Quick and Simple Hash Code Combinations

48,333

Solution 1

I would personally avoid XOR - it means that any two equal values will result in 0 - so hash(1, 1) == hash(2, 2) == hash(3, 3) etc. Also hash(5, 0) == hash(0, 5) etc which may come up occasionally. I have deliberately used it for set hashing - if you want to hash a sequence of items and you don't care about the ordering, it's nice.

I usually use:

unchecked
{
    int hash = 17;
    hash = hash * 31 + firstField.GetHashCode();
    hash = hash * 31 + secondField.GetHashCode();
    return hash;
}

That's the form that Josh Bloch suggests in Effective Java. Last time I answered a similar question I managed to find an article where this was discussed in detail - IIRC, no-one really knows why it works well, but it does. It's also easy to remember, easy to implement, and easy to extend to any number of fields.

Solution 2

If you are using .NET Core 2.1 or later or .NET Framework 4.6.1 or later, consider using the System.HashCode struct to help with producing composite hash codes. It has two modes of operation: Add and Combine.

An example using Combine, which is usually simpler and works for up to eight items:

public override int GetHashCode()
{
    return HashCode.Combine(object1, object2);
}

An example of using Add:

public override int GetHashCode()
{
    var hash = new HashCode();
    hash.Add(this.object1);
    hash.Add(this.object2);
    return hash.ToHashCode();
}

Pros:

  • Part of .NET itself, as of .NET Core 2.1/.NET Standard 2.1 (though, see con below)
    • For .NET Framework 4.6.1 and later, the Microsoft.Bcl.HashCode NuGet package can be used to backport this type.
  • Looks to have good performance and mixing characteristics, based on the work the author and the reviewers did before merging this into the corefx repo
  • Handles nulls automatically
  • Overloads that take IEqualityComparer instances

Cons:

Solution 3

While the template outlined in Jon Skeet's answer works well in general as a hash function family, the choice of the constants is important and the seed of 17 and factor of 31 as noted in the answer do not work well at all for common use cases. In most use cases, the hashed values are much closer to zero than int.MaxValue, and the number of items being jointly hashed are a few dozen or less.

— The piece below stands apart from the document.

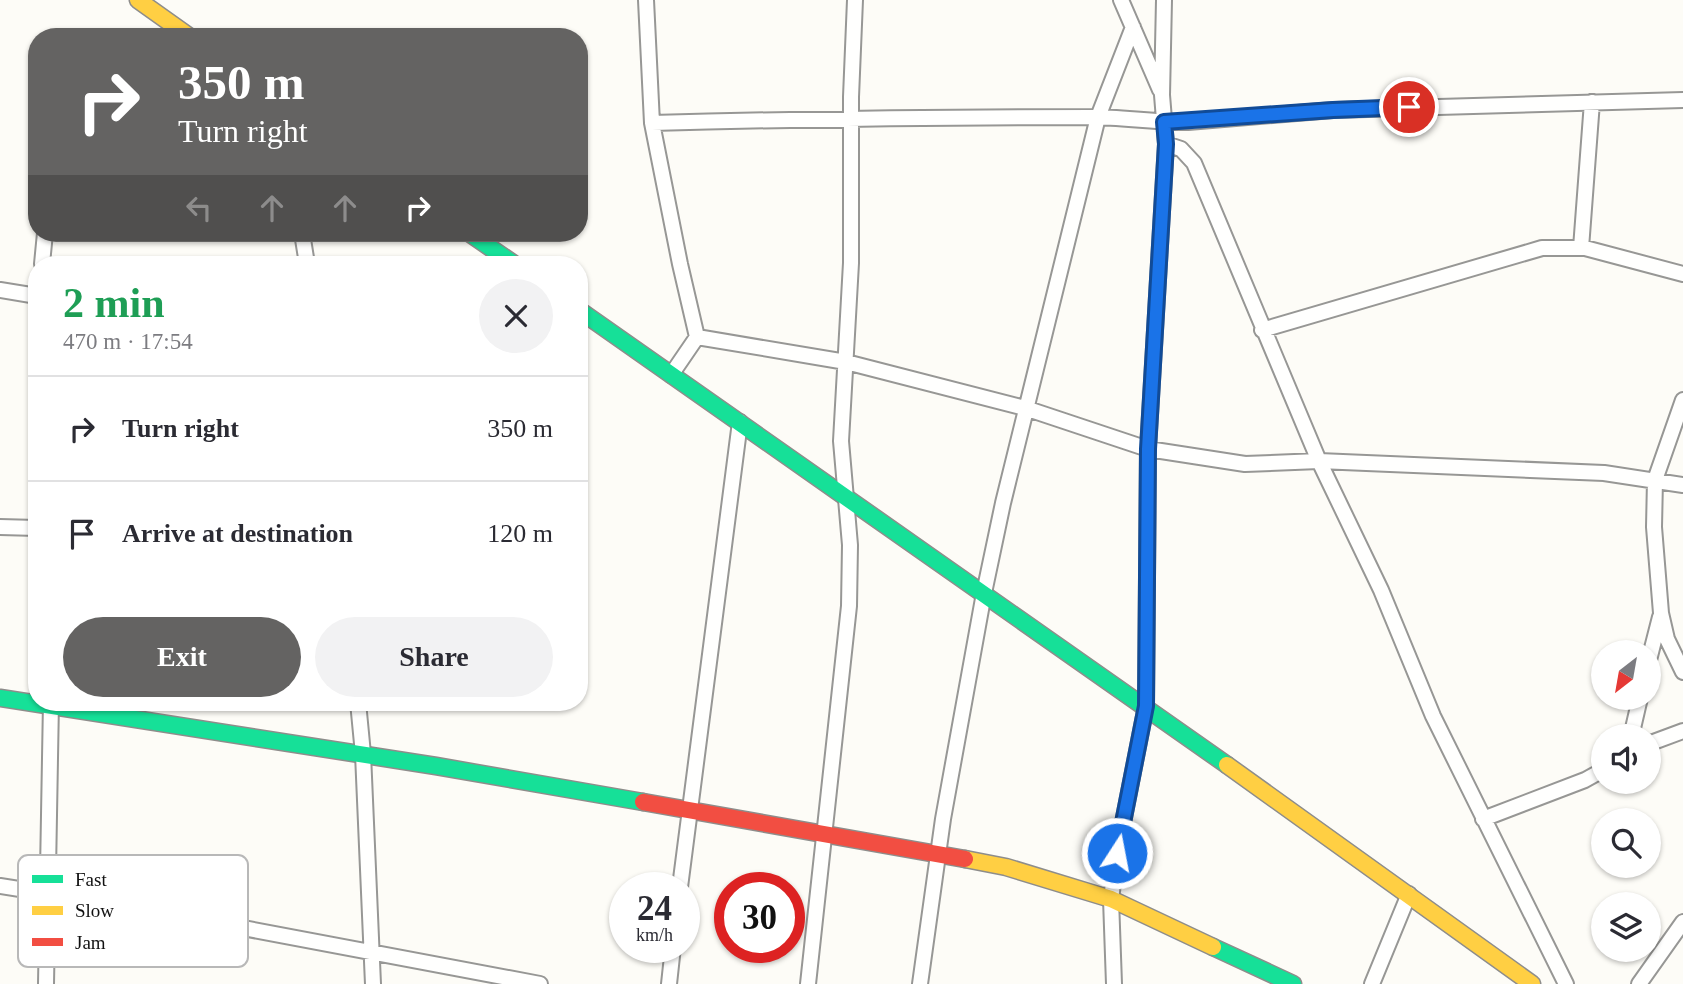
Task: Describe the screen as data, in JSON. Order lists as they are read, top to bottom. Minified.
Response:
{"legend":["Fast","Slow","Jam"],"north":"bottom left","page":{"turn":["350 m","Turn right"],"heading":["2 min","470 m · 17:54"],"list":[{"name":"Turn right","value":"350 m"},{"name":"Arrive at destination","value":"120 m"}],"buttons":["Exit","Share"],"speed":"24 km/h","limit":"30"}}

For hashing an integer tuple {x, y} where -1000 <= x <= 1000 and -1000 <= y <= 1000, it has an abysmal collision rate of almost 98.5%. For example, {1, 0} -> {0, 31}, {1, 1} -> {0, 32}, etc. If we expand the coverage to also include n-tuples where 3 <= n <= 25, it does less terrible with a collision rate of about 38%. But we can do much better.

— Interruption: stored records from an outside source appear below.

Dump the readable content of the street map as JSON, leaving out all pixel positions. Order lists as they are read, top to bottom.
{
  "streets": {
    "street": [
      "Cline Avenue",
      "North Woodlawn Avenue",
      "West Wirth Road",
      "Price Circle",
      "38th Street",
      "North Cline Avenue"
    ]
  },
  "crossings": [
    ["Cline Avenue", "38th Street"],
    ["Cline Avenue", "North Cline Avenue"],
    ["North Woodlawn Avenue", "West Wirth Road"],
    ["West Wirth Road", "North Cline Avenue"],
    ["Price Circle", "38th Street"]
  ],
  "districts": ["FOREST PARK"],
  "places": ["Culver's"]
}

public static int CustomHash(int seed, int factor, params int[] vals)
{
    int hash = seed;
    foreach (int i in vals)
    {
        hash = (hash * factor) + i;
    }
    return hash;
}

I wrote a Monte Carlo sampling search loop that tested the method above with various values for seed and factor over various random n-tuples of random integers i. Allowed ranges were 2 <= n <= 25 (where n was random but biased toward the lower end of the range) and -1000 <= i <= 1000. At least 12 million unique collision tests were performed for each seed and factor pair.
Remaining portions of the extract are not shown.